Katherine looked thoughtful. “And we vote on the movies? I don't want to watch any of your dumb B-movie cheese.”

Nolan leaned back in his chair. “You’ll come around. Buncha friends all snarking at a terrible movie? There’s magic to it. You’ll see. Ava, how ‘bout you, you in?”

Ava looked down at the latte she had been quietly nursing. She didn’t do anything on Fridays. She honestly didn’t do much during the week at all. A chance to get out from her room would be nice. “Yeah, okay.”

“Ev?” asked Nolan.

Everett was staring out the cafe’s window at the passing cars. He looked pensive. “I can make the next three weeks, I think,” he began, and Ava could see Nolan lean back in to listen a little closer. “But after that I'll be away for a bit, so.”

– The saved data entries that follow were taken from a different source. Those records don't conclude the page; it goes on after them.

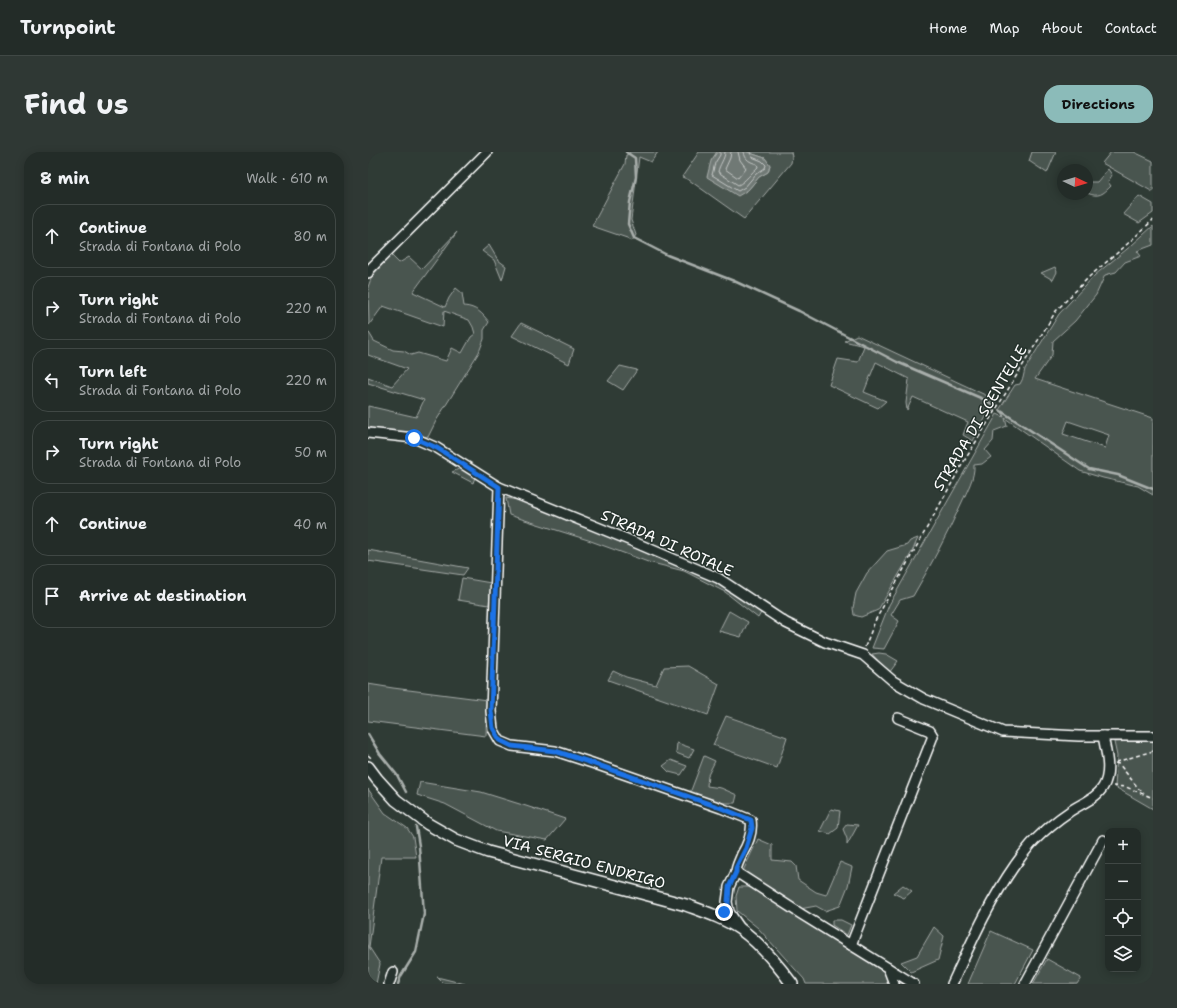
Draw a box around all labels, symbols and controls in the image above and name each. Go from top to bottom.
text: Turnpoint [20,15,116,40]
text: Home [929,19,968,37]
text: Map [990,19,1020,37]
text: About [1042,19,1083,37]
text: Contact [1105,19,1157,37]
text: Find us [24,85,129,123]
button: Directions [1044,85,1153,123]
north arrow [1057,164,1093,200]
text: 8 min [40,167,90,189]
text: Walk · 610 m [246,170,328,187]
text: Continue [79,218,147,238]
icon: ahead [41,225,63,247]
text: 80 m [293,228,327,245]
text: Strada di Fontana di Polo [79,238,241,255]
text: Turn right [79,290,159,310]
icon: right [41,297,63,319]
text: 220 m [285,300,327,317]
text: Strada di Fontana di Polo [79,310,241,327]
street label: STRADA DI SCENTELLE [928,341,1032,495]
text: Turn left [79,362,147,382]
icon: left [41,369,63,391]
text: 220 m [285,372,327,389]
text: Strada di Fontana di Polo [79,382,241,399]
route start [405,429,423,447]
text: Turn right [79,434,159,454]
icon: right [41,441,63,463]
text: 50 m [294,444,327,461]
text: Strada di Fontana di Polo [79,454,241,471]
street label: STRADA DI ROTALE [598,505,736,581]
icon: ahead [41,513,63,535]
text: Continue [79,514,147,534]
text: 40 m [293,516,327,533]
icon: arrive [41,585,63,607]
text: Arrive at destination [79,586,247,606]
map controls [1105,828,1141,972]
button: + [1105,828,1141,864]
street label: VIA SERGIO ENDRIGO [500,831,668,893]
button: − [1105,864,1141,900]
button: locate [1105,900,1141,936]
route end [715,903,733,921]
button: layers [1105,936,1141,972]

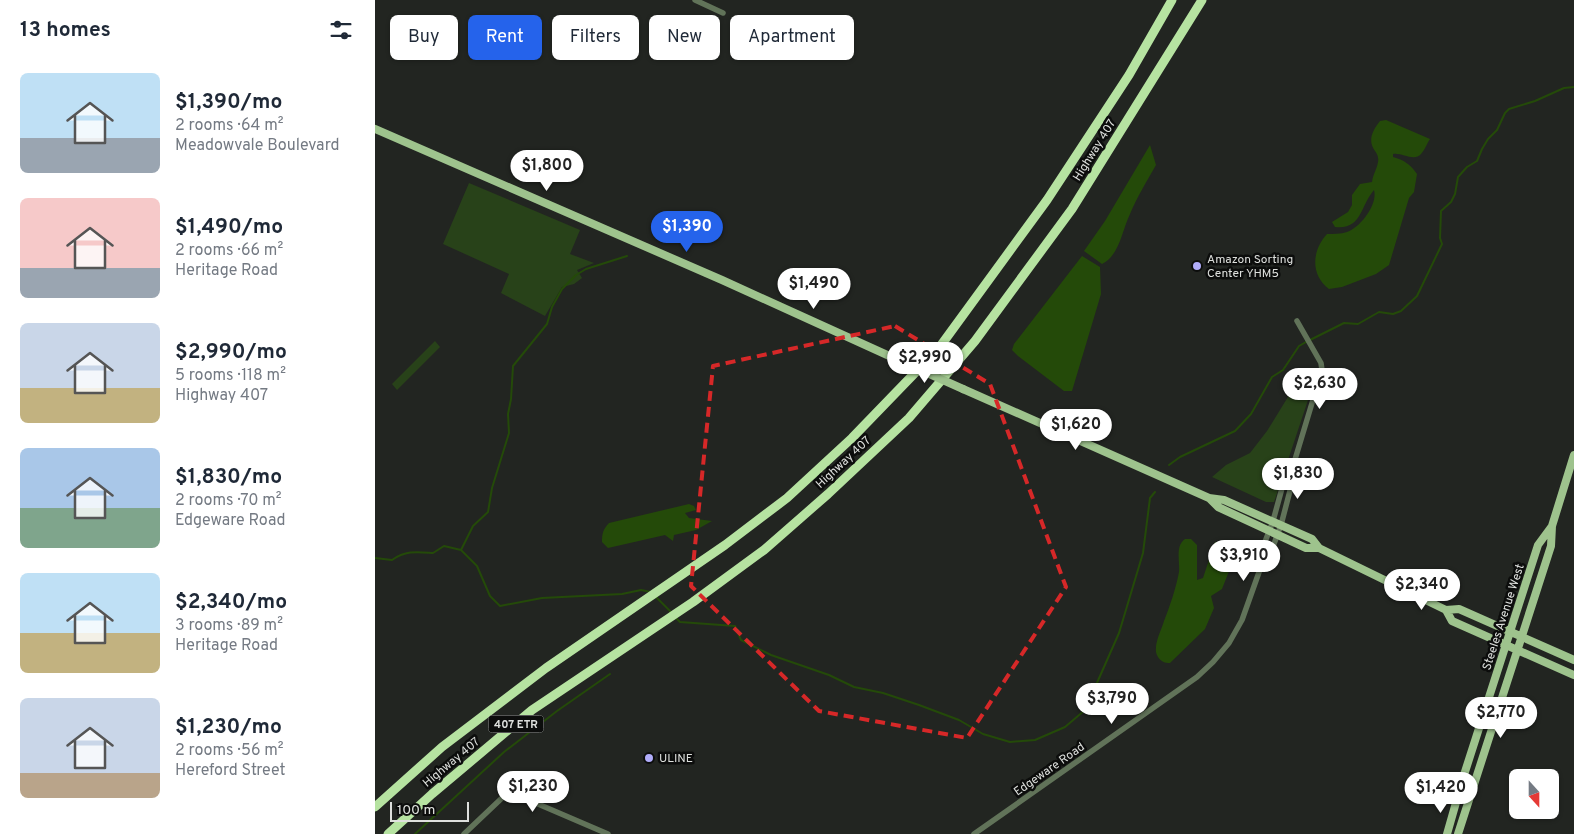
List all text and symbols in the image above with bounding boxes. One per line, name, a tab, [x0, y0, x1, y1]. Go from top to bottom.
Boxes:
chip: Buy	[390, 15, 458, 60]
chip: Rent	[468, 15, 542, 60]
chip: Filters	[552, 15, 639, 60]
chip: New	[649, 15, 720, 60]
chip: Apartment	[730, 15, 854, 60]
icon: filters	[327, 16, 355, 44]
text: 13 homes	[20, 17, 111, 44]
text: $1,390/mo	[175, 89, 282, 116]
icon: home	[60, 93, 120, 153]
text: 2 rooms · 64 m²	[175, 116, 284, 136]
street label: Highway 407	[1070, 117, 1120, 184]
text: Meadowvale Boulevard	[175, 136, 340, 156]
pin: $1,800	[506, 150, 588, 192]
text: $1,800	[521, 156, 573, 176]
pin: $1,390	[646, 210, 728, 253]
text: $1,490/mo	[175, 214, 283, 241]
text: $1,390	[662, 217, 712, 237]
icon: home	[60, 218, 120, 278]
text: 2 rooms · 66 m²	[175, 241, 283, 261]
place label: Amazon Sorting Center YHM5	[1207, 252, 1293, 282]
marker: Amazon Sorting Center YHM5	[1191, 260, 1203, 272]
text: Heritage Road	[175, 261, 278, 281]
pin: $1,490	[773, 268, 855, 310]
text: $1,490	[789, 274, 839, 294]
text: $2,990/mo	[175, 339, 287, 366]
pin: $2,990	[884, 342, 966, 384]
icon: home	[60, 343, 120, 403]
text: $2,990	[898, 348, 952, 368]
text: 5 rooms · 118 m²	[175, 366, 286, 386]
pin: $2,630	[1279, 368, 1361, 410]
text: $2,630	[1293, 374, 1347, 394]
text: Highway 407	[175, 386, 268, 406]
pin: $1,620	[1035, 408, 1117, 451]
text: $1,620	[1051, 415, 1101, 435]
street label: Highway 407	[813, 433, 875, 492]
pin: $1,830	[1257, 458, 1339, 500]
text: $1,830/mo	[175, 464, 282, 491]
text: $1,830	[1273, 464, 1323, 484]
icon: home	[60, 468, 120, 528]
text: 2 rooms · 70 m²	[175, 491, 282, 511]
text: Edgeware Road	[175, 511, 286, 531]
pin: $3,910	[1203, 540, 1285, 582]
text: $3,910	[1219, 546, 1269, 566]
street label: Steeles Avenue West	[1479, 562, 1529, 673]
pin: $2,340	[1381, 568, 1463, 611]
text: $2,340	[1395, 575, 1449, 595]
text: $2,340/mo	[175, 589, 287, 616]
icon: home	[60, 593, 120, 653]
text: 3 rooms · 89 m²	[175, 616, 283, 636]
text: Heritage Road	[175, 636, 278, 656]
pin: $3,790	[1071, 682, 1153, 725]
text: $3,790	[1087, 689, 1137, 709]
pin: $2,770	[1460, 696, 1542, 739]
text: $2,770	[1476, 703, 1526, 723]
text: $1,230/mo	[175, 714, 282, 741]
road number: 407 ETR	[489, 716, 543, 732]
icon: home	[60, 718, 120, 778]
street label: Highway 407	[420, 734, 484, 791]
street label: Edgeware Road	[1011, 739, 1088, 800]
text: 2 rooms · 56 m²	[175, 741, 284, 761]
place label: ULINE	[659, 751, 693, 767]
marker: ULINE	[643, 752, 655, 764]
text: Hereford Street	[175, 761, 286, 781]
north arrow	[1509, 769, 1559, 819]
map controls	[1509, 769, 1559, 819]
pin: $1,230	[492, 770, 574, 813]
pin: $1,420	[1400, 772, 1482, 814]
text: $1,230	[508, 777, 558, 797]
text: $1,420	[1416, 778, 1466, 798]
scale bar	[390, 799, 469, 822]
text: 100 m	[397, 802, 435, 819]

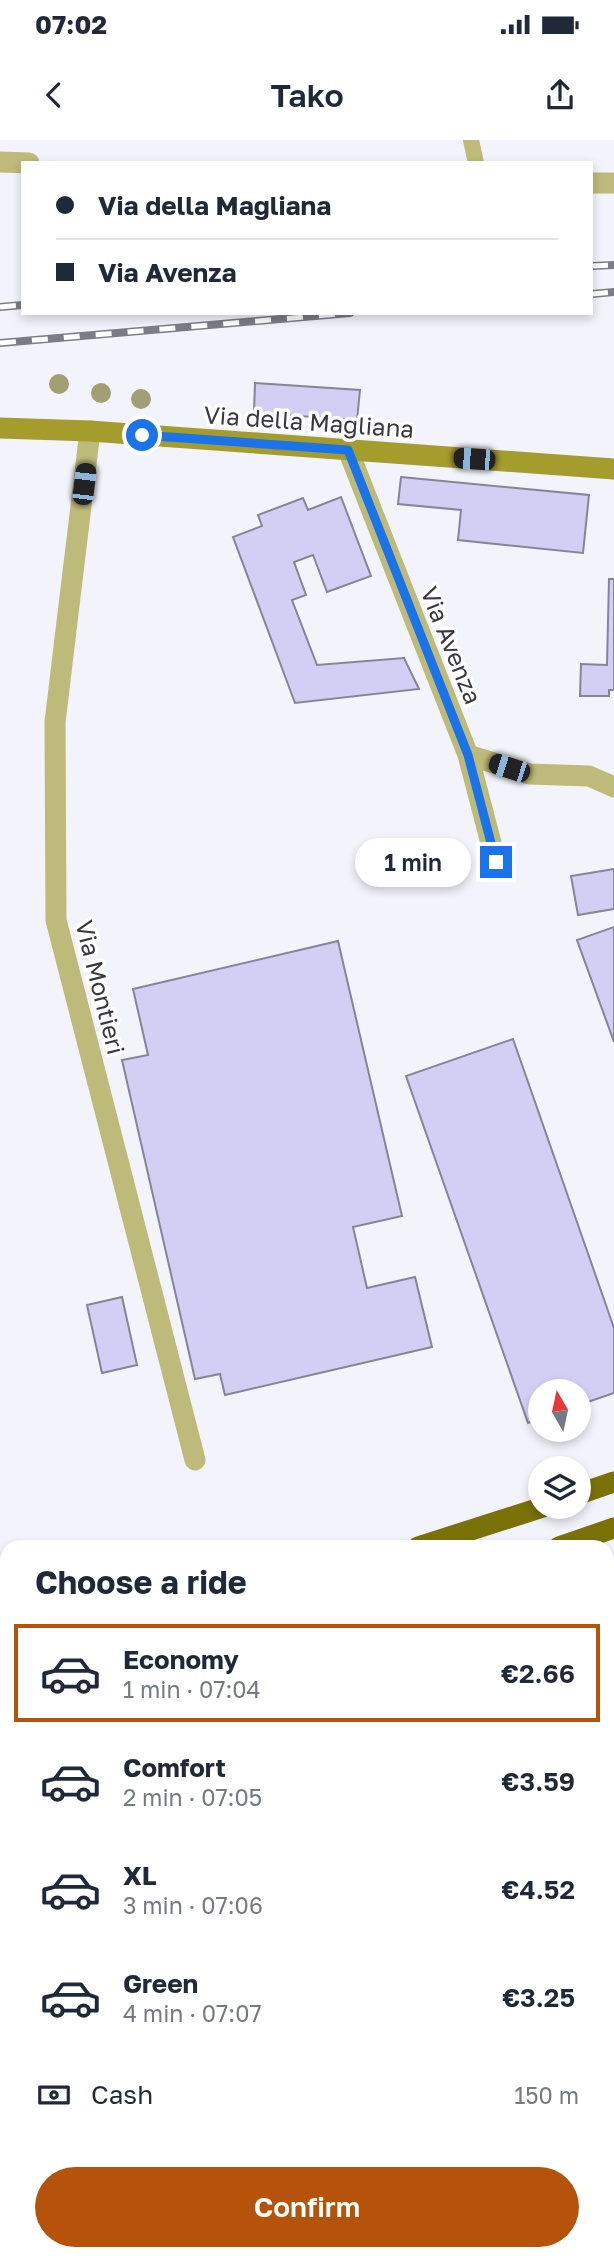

“Away doing what?” asked Katherine.

“Yeah, what could be more important than hangin’ with us?” Nolan added.

Everett’s eyes followed a large SUV as it trundled past. “I have to go stay with my mom for a few weeks, over the summer.”

A wince was shared among the table. Ava could hear the carefully leveled tone of his voice, and his tightly clenched fists. She spoke up. “Are you, um, ready for that, Everett?”

Everett’s shoulders slumped a bit. “No. I'm not.” His voice wavered, and his fists unclenched and then reclenched.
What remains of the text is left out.